The petitioner made several allegations which could not be substantiated, and were immediately dismissed by the taskforce chairman. The petition was not signed by anyone.

Sulaiman said the taskforce was still after other members of the gang and that they needed to tell the public what they knew about the illegal demolition at Olayiwola and that the taskforce would not be threatened by any frivolous petition as the body was carrying out orders from the governor.

Also recently, some omonile were arrested for encroaching on school land in Ojo area of Lagos. They had invaded the premises of Ojo Junior and Senior Secondary School and Community Agric Junior and Senior Secondary School in Ojo and were using labourers to fence off portion of the land before they were arrested.

The two omonile and 24 labourers arrested were charged to court for gabbing government’s land. It was later discovered that the Surveyor General Office had spelt out to them that the land in question is under acquisition of the government.
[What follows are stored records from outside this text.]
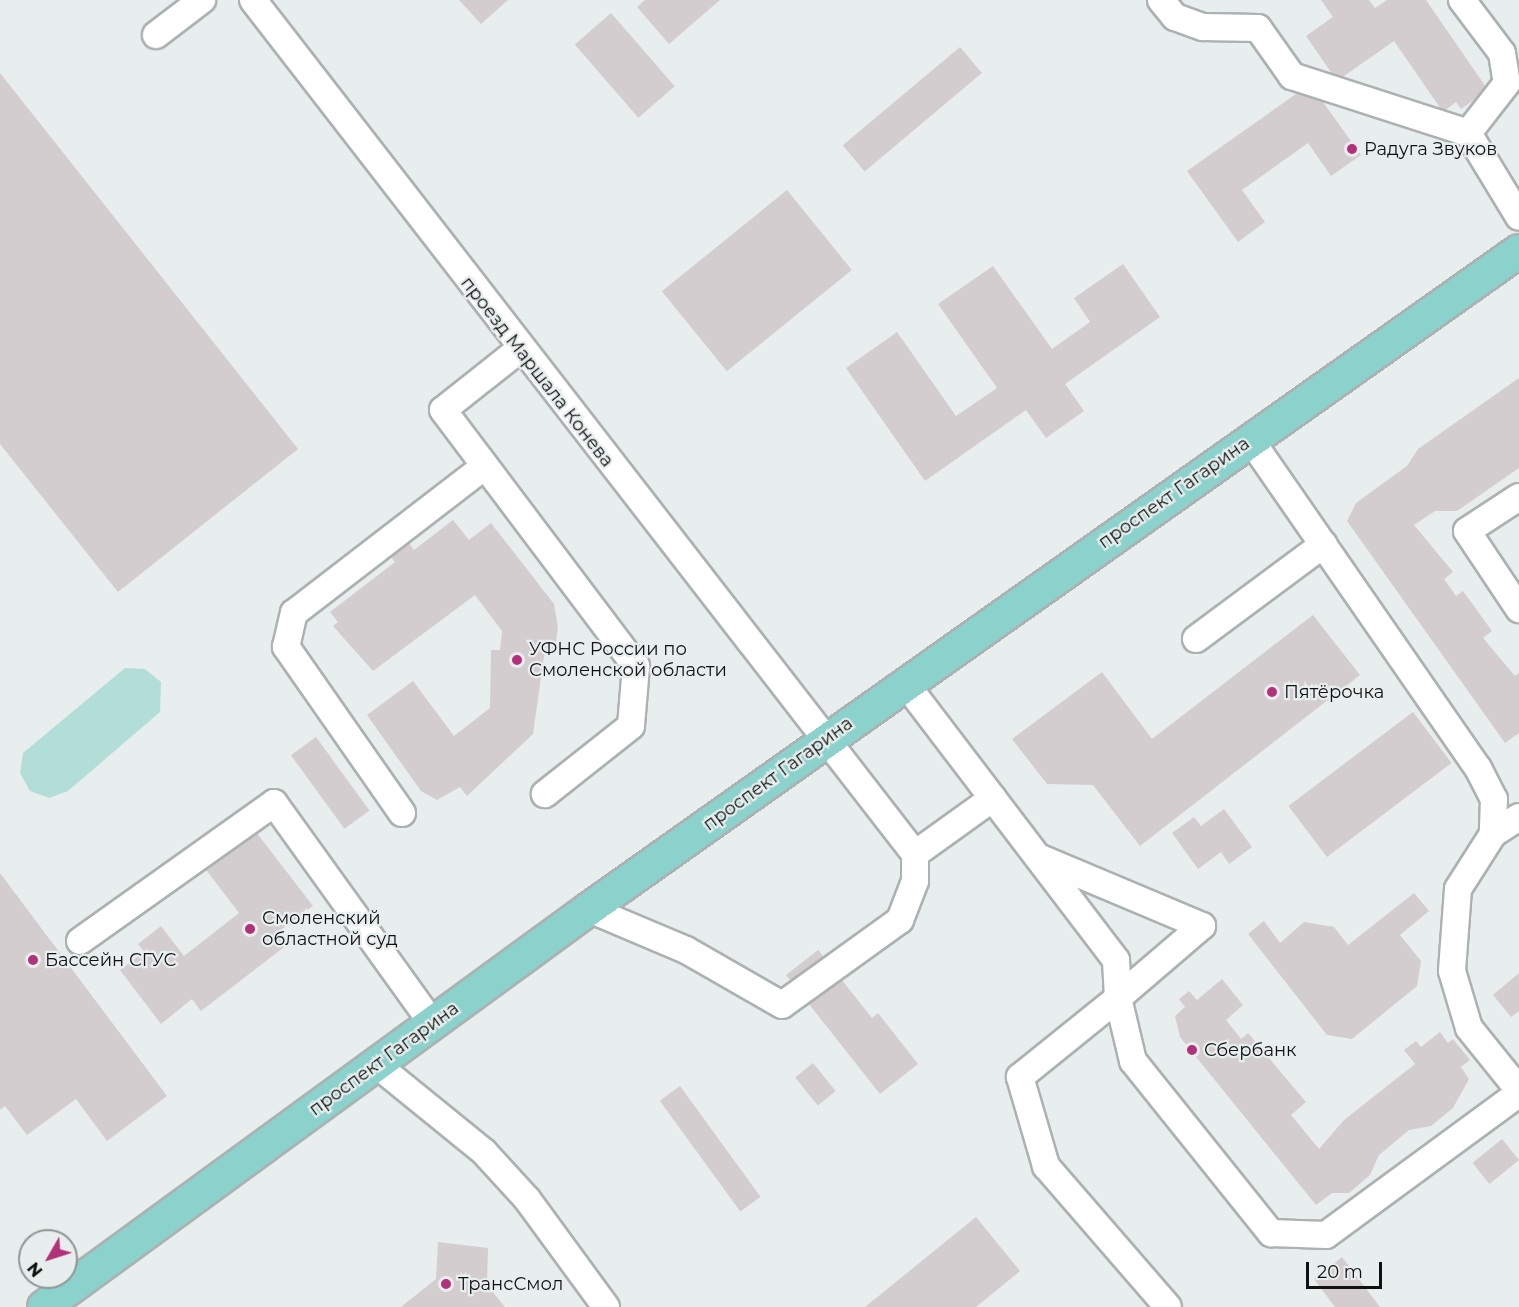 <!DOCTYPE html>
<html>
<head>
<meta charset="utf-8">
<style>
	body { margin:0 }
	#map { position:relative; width:1519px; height:1307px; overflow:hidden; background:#e7eeed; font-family:Montserrat,sans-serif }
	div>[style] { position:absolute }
	.green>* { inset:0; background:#b3ded8 }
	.building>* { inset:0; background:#d3cdcf; transform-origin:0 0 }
	.roads { filter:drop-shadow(2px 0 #acb2b1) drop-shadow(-2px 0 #acb2b1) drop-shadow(0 2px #acb2b1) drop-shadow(0 -2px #acb2b1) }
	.minor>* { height:26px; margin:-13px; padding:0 13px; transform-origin:13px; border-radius:13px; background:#fff }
	.major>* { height:32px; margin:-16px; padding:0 16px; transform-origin:16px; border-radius:16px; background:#8ad2cb }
	.dots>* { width:16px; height:16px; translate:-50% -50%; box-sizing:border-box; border:3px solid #e7eeed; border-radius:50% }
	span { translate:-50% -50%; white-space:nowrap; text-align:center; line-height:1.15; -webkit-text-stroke:4.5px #e7eeed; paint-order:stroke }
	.poi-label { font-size:18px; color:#0f1211 }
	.left { translate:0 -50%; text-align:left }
	.street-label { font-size:18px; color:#0f1211 }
	.north { position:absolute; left:18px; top:1229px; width:60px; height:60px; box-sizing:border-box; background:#e7eeed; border:2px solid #919695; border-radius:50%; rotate:231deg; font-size:16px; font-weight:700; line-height:24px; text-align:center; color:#0f1211 }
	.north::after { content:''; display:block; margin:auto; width:21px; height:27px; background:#b3307a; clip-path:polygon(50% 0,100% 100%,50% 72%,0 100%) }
	.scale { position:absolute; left:1306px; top:1262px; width:76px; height:27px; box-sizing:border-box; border:3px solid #0f1211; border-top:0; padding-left:8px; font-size:18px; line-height:21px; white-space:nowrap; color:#0f1211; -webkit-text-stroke:4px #e7eeed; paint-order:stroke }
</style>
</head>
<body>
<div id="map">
	<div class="green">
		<div style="clip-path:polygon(125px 668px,145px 669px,161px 682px,160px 712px,68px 791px,49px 798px,30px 791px,20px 773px,23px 753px)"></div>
	</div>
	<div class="building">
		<div style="clip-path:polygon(459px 0,508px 0,481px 24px)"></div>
		<div style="clip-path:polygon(645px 0,720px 0,669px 44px,637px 7px)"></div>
		<div style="clip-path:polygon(1321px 0,1369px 0,1375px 8px,1387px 0,1426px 0,1488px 90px,1461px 109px,1456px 102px,1443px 112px,1394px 41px,1337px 81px,1306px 36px,1333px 17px)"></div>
		<div style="left:611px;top:13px;width:97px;height:48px;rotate:49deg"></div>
		<div style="left:960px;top:47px;width:34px;height:153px;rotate:50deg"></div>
		<div style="clip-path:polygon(0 73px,298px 449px,118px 592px,0 444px)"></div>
		<div style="clip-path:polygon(1310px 84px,1361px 155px,1331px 176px,1308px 143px,1242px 190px,1265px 222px,1238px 242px,1187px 171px)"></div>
		<div style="left:787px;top:190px;width:103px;height:161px;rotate:51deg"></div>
		<div style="clip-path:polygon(1123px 264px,1160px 317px,1065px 384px,1084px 411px,1046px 438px,1026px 410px,925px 481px,846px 368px,897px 332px,956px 416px,997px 388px,938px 304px,993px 266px,1052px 349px,1090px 322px,1074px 298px)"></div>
		<div style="clip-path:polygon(1519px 378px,1519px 468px,1457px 511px,1435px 511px,1414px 525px,1453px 572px,1444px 579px,1456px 596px,1463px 591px,1492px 631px,1483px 638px,1515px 676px,1519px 673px,1519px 733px,1505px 743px,1347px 521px,1356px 503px,1407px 466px,1418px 449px)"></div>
		<div style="clip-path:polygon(453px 520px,469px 540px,491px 523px,554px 604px,558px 627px,555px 650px,545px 649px,533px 734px,467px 796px,460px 787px,437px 800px,421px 791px,367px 715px,413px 681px,454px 736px,490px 708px,491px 650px,500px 650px,502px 631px,475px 595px,373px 671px,333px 626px,338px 622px,330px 612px,395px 562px,391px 557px,409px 543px,414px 550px)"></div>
		<div style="clip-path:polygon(1313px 615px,1360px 675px,1140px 846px,1093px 785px,1047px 784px,1012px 739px,1102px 672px,1152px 739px)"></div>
		<div style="left:1413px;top:712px;width:64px;height:156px;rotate:53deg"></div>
		<div style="left:316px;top:737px;width:91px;height:31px;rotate:54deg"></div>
		<div style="clip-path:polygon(1224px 809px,1252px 847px,1229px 864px,1221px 852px,1198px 869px,1172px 833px,1194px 817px,1201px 826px)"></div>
		<div style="clip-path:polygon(256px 832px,313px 906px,278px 932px,288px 944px,201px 1011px,192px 999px,161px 1024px,120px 970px,144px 952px,138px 944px,161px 926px,184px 956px,239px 913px,204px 867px)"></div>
		<div style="clip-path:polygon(0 873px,167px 1096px,107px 1141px,76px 1099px,27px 1135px,5px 1106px,0 1110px)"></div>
		<div style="clip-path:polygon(1414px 893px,1429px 911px,1400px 935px,1421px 961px,1417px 986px,1352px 1039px,1327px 1035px,1248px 934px,1264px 921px,1280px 943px,1304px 922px,1334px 927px,1348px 945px)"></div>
		<div style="clip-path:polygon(818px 950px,872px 1018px,878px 1013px,918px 1064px,880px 1094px,786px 975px)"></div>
		<div style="clip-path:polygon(1519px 973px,1519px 1011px,1511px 1017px,1493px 995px)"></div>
		<div style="clip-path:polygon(1222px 979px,1243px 1005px,1226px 1020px,1241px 1039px,1248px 1033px,1306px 1102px,1291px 1115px,1319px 1149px,1344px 1120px,1415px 1064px,1404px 1050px,1416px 1041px,1421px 1047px,1440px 1032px,1448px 1043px,1453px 1039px,1470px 1060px,1461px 1067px,1469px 1079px,1453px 1108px,1431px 1126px,1409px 1130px,1379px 1155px,1370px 1175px,1349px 1193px,1332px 1193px,1316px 1205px,1180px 1037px,1175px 1016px,1185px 1007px,1179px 999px,1189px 991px,1197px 1000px)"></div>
		<div style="left:813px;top:1063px;width:36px;height:23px;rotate:51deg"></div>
		<div style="left:680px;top:1086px;width:137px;height:25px;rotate:54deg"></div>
		<div style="left:1502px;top:1139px;width:27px;height:38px;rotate:51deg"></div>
		<div style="clip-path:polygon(976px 1217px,1020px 1271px,976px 1307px,865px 1307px)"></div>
		<div style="clip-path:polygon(438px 1242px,488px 1248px,487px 1285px,505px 1307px,401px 1307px,436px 1279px)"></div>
		<div style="clip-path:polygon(1342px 1257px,1380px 1307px,1335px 1307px,1314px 1279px)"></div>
	</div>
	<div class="roads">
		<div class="minor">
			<div style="left:253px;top:0;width:1081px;rotate:52.22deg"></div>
			<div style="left:915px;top:854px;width:27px;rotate:90deg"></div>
			<div style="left:915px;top:881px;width:42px;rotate:111deg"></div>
			<div style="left:900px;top:920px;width:145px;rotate:144.2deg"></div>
			<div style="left:782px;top:1005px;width:111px;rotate:-150.2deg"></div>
			<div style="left:686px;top:950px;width:105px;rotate:-157.1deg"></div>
			<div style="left:1161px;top:0;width:22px;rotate:51deg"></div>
			<div style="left:1175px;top:17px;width:30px;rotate:20deg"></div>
			<div style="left:1203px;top:27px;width:55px;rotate:1deg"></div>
			<div style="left:1258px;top:28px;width:59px;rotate:54.7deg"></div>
			<div style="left:1292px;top:76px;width:185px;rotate:17.9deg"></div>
			<div style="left:1468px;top:133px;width:98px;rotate:58.7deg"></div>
			<div style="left:1462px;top:0;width:66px;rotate:53deg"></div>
			<div style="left:1502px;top:53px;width:30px;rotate:81deg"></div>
			<div style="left:1507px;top:83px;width:63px;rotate:128deg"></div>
			<div style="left:156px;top:35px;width:58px;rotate:-37.3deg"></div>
			<div style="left:520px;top:349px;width:98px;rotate:141.6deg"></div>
			<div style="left:443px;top:410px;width:321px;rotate:53deg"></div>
			<div style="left:636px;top:666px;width:60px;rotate:94.8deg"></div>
			<div style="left:631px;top:726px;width:110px;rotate:141.7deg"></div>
			<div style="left:1250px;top:439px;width:400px;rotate:55.3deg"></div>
			<div style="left:1478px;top:768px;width:35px;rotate:63deg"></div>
			<div style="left:1494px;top:799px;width:35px;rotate:92deg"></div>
			<div style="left:1519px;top:497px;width:62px;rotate:146.8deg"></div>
			<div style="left:1467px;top:531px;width:94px;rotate:56.3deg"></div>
			<div style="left:1196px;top:639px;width:159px;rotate:-36.6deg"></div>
			<div style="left:905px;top:683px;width:348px;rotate:52.7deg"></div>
			<div style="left:1116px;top:960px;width:38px;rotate:87deg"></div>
			<div style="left:1118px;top:998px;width:126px;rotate:141.1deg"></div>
			<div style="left:1020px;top:1077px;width:93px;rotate:73.7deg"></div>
			<div style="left:1046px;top:1166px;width:186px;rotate:49.1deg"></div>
			<div style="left:402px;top:813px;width:203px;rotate:-124.9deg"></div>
			<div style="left:286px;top:647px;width:35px;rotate:-77deg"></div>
			<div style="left:294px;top:613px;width:241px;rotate:-37.6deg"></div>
			<div style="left:1519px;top:817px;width:31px;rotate:147deg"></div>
			<div style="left:1493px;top:834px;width:65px;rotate:122.5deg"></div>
			<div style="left:1458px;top:889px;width:82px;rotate:94.2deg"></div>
			<div style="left:1452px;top:971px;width:59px;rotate:73.4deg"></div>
			<div style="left:1469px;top:1028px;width:80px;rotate:51.1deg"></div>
			<div style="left:915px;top:854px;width:96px;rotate:-35.7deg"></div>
			<div style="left:1038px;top:857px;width:178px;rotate:22.8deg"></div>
			<div style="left:1202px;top:926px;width:111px;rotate:139.4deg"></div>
			<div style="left:1118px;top:998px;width:65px;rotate:76.6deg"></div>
			<div style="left:1133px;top:1061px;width:221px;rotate:51.3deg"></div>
			<div style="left:1271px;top:1233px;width:55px;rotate:2.1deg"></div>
			<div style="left:1326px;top:1235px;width:240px;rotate:-36.3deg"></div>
			<div style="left:80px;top:941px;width:238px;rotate:-35.4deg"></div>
			<div style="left:274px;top:803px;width:272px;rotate:54.3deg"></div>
			<div style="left:377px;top:1065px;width:138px;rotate:39.1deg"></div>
			<div style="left:484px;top:1152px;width:64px;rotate:47.5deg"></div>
			<div style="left:527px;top:1199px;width:134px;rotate:53.8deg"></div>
		</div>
		<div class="major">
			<div style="left:44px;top:1307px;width:675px;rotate:-36.14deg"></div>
			<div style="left:589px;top:909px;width:1139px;rotate:-35.28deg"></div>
		</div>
	</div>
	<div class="dots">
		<div style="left:1352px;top:149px;background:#b3307a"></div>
		<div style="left:517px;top:660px;background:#b3307a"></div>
		<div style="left:1272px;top:692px;background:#b3307a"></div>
		<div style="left:250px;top:929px;background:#b3307a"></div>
		<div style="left:33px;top:960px;background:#b3307a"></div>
		<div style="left:1192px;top:1050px;background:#b3307a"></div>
		<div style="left:446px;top:1284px;background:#b3307a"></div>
	</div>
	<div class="poi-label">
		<span class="left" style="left:1364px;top:149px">Радуга Звуков</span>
		<span class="left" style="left:529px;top:660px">УФНС России по<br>Смоленской области</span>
		<span class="left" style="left:1284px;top:692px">Пятёрочка</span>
		<span class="left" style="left:262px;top:929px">Смоленский<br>областной суд</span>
		<span class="left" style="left:45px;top:960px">Бассейн СГУС</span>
		<span class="left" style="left:1204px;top:1050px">Сбербанк</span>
		<span class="left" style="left:458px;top:1284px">ТрансСмол</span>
	</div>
	<div class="street-label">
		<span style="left:537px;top:372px;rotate:52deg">проезд Маршала Конева</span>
		<span style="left:1174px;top:493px;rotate:-35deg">проспект Гагарина</span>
		<span style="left:778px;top:774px;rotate:-36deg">проспект Гагарина</span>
		<span style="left:384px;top:1059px;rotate:-36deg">проспект Гагарина</span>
	</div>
	<div class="north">N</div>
	<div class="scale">20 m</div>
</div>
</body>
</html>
The principals of the affected schools in Ojo had petitioned the government over the unlawful encroachment on their schools, while the taskforce was directed to move in and arrested the intruders

However, Sulaiman appealed to residents of the state not to give money to omonile while building their houses, saying that they should report such cases to the police or the taskforce for appropriate action.

“Land grabbers should stay away from Lagos State and we are getting more information about them. I want to tell other members of the gang all over the state that we are coming after them,” he warned.